(Stored data)

──────────────────────────────

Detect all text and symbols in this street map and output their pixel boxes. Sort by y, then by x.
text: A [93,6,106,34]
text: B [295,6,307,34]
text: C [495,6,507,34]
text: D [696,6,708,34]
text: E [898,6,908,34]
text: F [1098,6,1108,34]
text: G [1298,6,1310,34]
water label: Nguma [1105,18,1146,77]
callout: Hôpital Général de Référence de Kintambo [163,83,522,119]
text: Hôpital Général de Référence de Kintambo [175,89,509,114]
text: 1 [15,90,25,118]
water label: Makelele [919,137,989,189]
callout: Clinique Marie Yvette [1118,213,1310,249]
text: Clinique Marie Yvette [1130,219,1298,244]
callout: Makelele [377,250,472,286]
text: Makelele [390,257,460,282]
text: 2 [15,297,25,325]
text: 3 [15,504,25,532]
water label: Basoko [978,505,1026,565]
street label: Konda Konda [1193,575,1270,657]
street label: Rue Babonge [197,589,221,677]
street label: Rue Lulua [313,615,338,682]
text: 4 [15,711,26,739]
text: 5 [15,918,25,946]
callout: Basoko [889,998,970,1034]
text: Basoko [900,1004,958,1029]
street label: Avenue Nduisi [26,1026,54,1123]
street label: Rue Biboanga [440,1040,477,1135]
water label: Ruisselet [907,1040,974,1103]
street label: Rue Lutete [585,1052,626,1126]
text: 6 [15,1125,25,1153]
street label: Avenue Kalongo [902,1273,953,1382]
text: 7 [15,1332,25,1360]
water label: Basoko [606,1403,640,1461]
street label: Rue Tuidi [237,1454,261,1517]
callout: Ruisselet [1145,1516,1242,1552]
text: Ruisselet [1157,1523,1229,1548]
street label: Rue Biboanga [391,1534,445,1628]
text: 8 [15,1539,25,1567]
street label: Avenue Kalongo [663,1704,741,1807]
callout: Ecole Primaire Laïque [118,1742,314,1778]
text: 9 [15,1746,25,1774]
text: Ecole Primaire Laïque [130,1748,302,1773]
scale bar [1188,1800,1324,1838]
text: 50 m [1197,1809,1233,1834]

──────────────────────────────

- [TASK BRIEF]:
Filter the data above, keeping only lines that include the string "Kalongo".

- [RESULT]:
street label: Avenue Kalongo [902,1273,953,1382]
street label: Avenue Kalongo [663,1704,741,1807]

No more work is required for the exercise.